How Conditions Protect (or Expose) Your Client
Conditions are one of the most powerful — and risky — parts of the Residential Purchase Contract.
A condition makes the contract “subject to” something happening by a specific deadline (the Condition Day). Until conditions are waived or satisfied, the contract is conditional and can collapse without penalty if handled correctly — or fail catastrophically if mishandled.
This section explains:
how conditions work,
what has changed in the updated contract,
and where REALTORS® most often create risk for their clients.

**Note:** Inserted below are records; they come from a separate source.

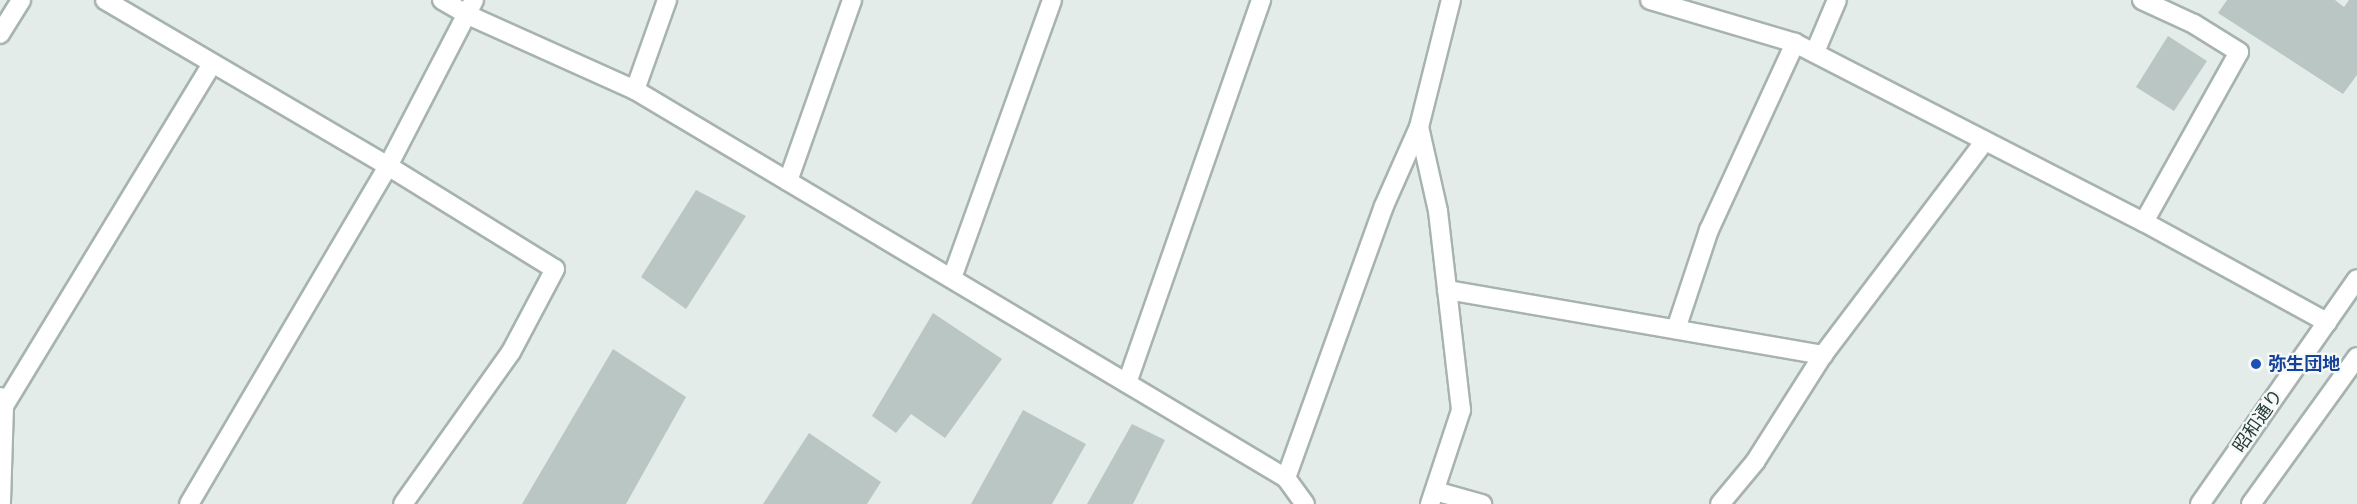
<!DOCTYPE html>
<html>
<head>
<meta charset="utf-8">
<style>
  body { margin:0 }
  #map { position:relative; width:2357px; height:504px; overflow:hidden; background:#e4ece9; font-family:"Asap Condensed","Noto Sans JP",sans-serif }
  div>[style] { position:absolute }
  .building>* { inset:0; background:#bac6c3 }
  .roads { filter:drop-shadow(2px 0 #a7b3b0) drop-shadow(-2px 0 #a7b3b0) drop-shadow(0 2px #a7b3b0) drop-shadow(0 -2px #a7b3b0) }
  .minor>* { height:18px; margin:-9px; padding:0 9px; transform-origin:9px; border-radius:9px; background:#fff }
  .dots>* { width:16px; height:16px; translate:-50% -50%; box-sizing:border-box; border:3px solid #f4f8f7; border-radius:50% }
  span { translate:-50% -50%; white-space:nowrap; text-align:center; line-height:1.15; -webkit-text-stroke:4.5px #f4f8f7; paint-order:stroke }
  .transit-label { font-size:18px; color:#164399; font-weight:700 }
  .left { translate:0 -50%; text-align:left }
  .street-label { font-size:18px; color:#263b38 }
</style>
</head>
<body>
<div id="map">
  <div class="building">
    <div style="clip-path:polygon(2227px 0,2335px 0,2344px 7px,2349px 0,2357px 0,2357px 75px,2343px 94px,2218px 13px)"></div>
    <div style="clip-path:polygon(2168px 36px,2207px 61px,2174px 111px,2136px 87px)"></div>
    <div style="clip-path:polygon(696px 190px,746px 216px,686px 309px,641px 277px)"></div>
    <div style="clip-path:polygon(933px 313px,1002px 359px,945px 438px,911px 414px,896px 433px,872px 416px)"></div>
    <div style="clip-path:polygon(613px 349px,686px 397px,626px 504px,522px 504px)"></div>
    <div style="clip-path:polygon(1023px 410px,1086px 444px,1052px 504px,971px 504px)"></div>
    <div style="clip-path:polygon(1132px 424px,1165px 440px,1133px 504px,1087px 504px)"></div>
    <div style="clip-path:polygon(809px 433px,881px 482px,867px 504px,763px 504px)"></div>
  </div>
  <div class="roads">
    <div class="minor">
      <div style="left:105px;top:0;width:328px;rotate:30.4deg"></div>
      <div style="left:388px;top:166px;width:196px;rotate:31.7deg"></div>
      <div style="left:555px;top:269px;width:94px;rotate:117.9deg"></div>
      <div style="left:511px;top:352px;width:186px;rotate:125.4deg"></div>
      <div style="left:442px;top:0;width:30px;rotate:30deg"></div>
      <div style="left:468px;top:15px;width:183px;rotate:24.2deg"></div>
      <div style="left:635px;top:90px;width:758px;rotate:30.8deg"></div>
      <div style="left:1286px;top:478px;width:32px;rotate:54deg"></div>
      <div style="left:1650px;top:0;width:151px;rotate:16.5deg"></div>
      <div style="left:1795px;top:43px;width:392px;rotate:27.2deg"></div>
      <div style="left:2144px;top:222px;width:209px;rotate:28.7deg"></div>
      <div style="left:2142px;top:0;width:57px;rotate:24.8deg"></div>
      <div style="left:2194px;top:24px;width:53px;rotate:31.9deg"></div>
      <div style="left:2239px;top:52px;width:195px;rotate:119.2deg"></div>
      <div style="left:0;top:34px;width:40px;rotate:-58deg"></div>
      <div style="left:1815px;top:52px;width:56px;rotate:-67.1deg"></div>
      <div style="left:635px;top:90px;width:96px;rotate:-70.4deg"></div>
      <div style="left:788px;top:181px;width:192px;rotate:-70.5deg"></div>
      <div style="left:952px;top:278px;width:295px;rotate:-70.2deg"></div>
      <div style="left:1447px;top:290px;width:382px;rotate:9.8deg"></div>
      <div style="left:1676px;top:329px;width:104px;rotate:-71.6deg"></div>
      <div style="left:1709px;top:230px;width:206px;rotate:-65.3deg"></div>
      <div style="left:1127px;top:383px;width:406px;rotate:-70.7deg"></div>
      <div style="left:0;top:397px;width:10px;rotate:66deg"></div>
      <div style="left:4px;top:406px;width:98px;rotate:91.8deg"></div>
      <div style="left:4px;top:406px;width:400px;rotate:-58.7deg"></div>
      <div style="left:1286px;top:478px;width:289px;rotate:-70.2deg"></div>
      <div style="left:1384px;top:206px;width:86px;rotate:-66.1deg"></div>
      <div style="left:1435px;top:491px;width:49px;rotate:15.5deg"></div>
      <div style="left:189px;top:504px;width:392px;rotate:-59.5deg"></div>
      <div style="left:388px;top:166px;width:187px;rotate:-62.6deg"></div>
      <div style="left:1430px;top:504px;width:99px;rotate:-71.7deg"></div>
      <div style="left:1461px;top:410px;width:200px;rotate:-96.6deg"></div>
      <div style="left:1438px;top:211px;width:86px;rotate:-102.7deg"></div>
      <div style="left:1419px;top:127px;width:131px;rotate:-75.9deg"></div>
      <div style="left:1720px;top:504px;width:55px;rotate:-50.2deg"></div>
      <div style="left:1755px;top:462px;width:127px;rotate:-57.6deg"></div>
      <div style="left:1823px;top:355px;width:267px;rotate:-52.9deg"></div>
      <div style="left:2200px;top:504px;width:274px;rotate:-55.1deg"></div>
      <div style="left:2251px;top:504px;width:181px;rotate:-54.2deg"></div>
    </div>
  </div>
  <div class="dots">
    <div style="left:2256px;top:364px;background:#1a4fb4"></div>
  </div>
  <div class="transit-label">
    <span class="left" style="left:2268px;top:364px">弥生団地</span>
  </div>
  <div class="street-label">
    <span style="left:2258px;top:421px;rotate:-55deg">昭和通り</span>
  </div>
</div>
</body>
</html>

Under the updated contract, both the seller and the buyer agree to:
act reasonably and in good faith in trying to satisfy their own conditions
make reasonable efforts to fulfill those conditions
pay for any costs related to their own conditions
This means:
buyers must genuinely pursue financing, inspections, or document reviews they have made the contract subject to
sellers must reasonably cooperate where required (for example, providing access for inspections or appraisals)
Conditions are not placeholders or negotiating tools — they are legal obligations.
Buyer’s conditions exist for the buyer’s benefit, but only if they are properly managed.
The financing condition protects the buyer if they are unable to secure acceptable financing by the Condition Day.
Key risks to explain to buyers:
“Pre-approval” does not mean funds are guaranteed
Appraisals can fail late in the process
Lender conditions may still exist
Before removing a financing condition, buyers must be confident all lender requirements are satisfied.
If a buyer chooses to proceed without a financing condition while still requiring a mortgage, this risk must be clearly explained and documented.
An inspection condition allows the buyer to confirm the physical condition of the property.
Skipping an inspection:
transfers risk entirely to the buyer
may limit remedies after possession
If a buyer declines an inspection, the importance of that decision must be clearly explained and acknowledged in writing.
This condition ties the purchase to the successful sale of the buyer’s existing home.
Important realities:
the seller can continue to market the property
the seller may accept another offer
the buyer may be forced to remove all conditions on short notice
This condition can create intense pressure and must be discussed carefully before acceptance.
Any additional condition must be tracked with the same care as the standard ones.
A common risk:
conditions are added, then forgotten
no notice is delivered by the Condition Day
the contract collapses automatically
Every condition needs:
a clear purpose
a diarized deadline
a plan for notice delivery
Seller’s conditions exist for the seller’s benefit, but they operate the same way.
Even though seller conditions are less common, the risk is identical:
if the condition is not dealt with by the Condition Day
and no notice is delivered
the contract can end automatically
Assumptions are dangerous. Seller conditions must be actively managed and cleared in writing.
Conditions do not resolve themselves.
They are enforced only through written notices, delivered properly and on time.
If the correct notice is not given:
a condition is not waived
a condition is not satisfied
and the contract may terminate automatically
Emails, texts, or verbal confirmation do not replace formal notice.
When a party is ready to proceed:
a formal written notice must be delivered
it must be delivered on or before the Condition Day and time
Without this notice, the contract does not become firm — even if everyone intended it to.
If a party decides not to proceed:
a written notice must be delivered
this formally ends the contract
it provides clarity for deposits and next steps
Silence is not protection.
Some failures trigger specific void rights.
Examples:
buyer failure to meet financing or disclosure-related obligations
buyer failure to pay a deposit on time
These rights must be exercised by notice and within the allowed timeframe.
Accepting late performance without notice may eliminate the right to void.
Sale-of-property conditions include special notice rules.
When a seller accepts another offer:
a formal notice is delivered
a strict timeline is triggered
the buyer must remove all conditions or allow the contract to end
This is one of the most time-sensitive notice situations in the contract.
Conditions are one of the highest-risk areas in a transaction.
REALTORS® must:
diarize every Condition Day and time
understand which notice applies to which situation
ensure notices are delivered correctly and on time
escalate issues early
never assume intentions replace written notice
A condition without a notice is a liability.
Most collapsed deals, deposit disputes, and complaints trace back to poor condition management — not bad intentions.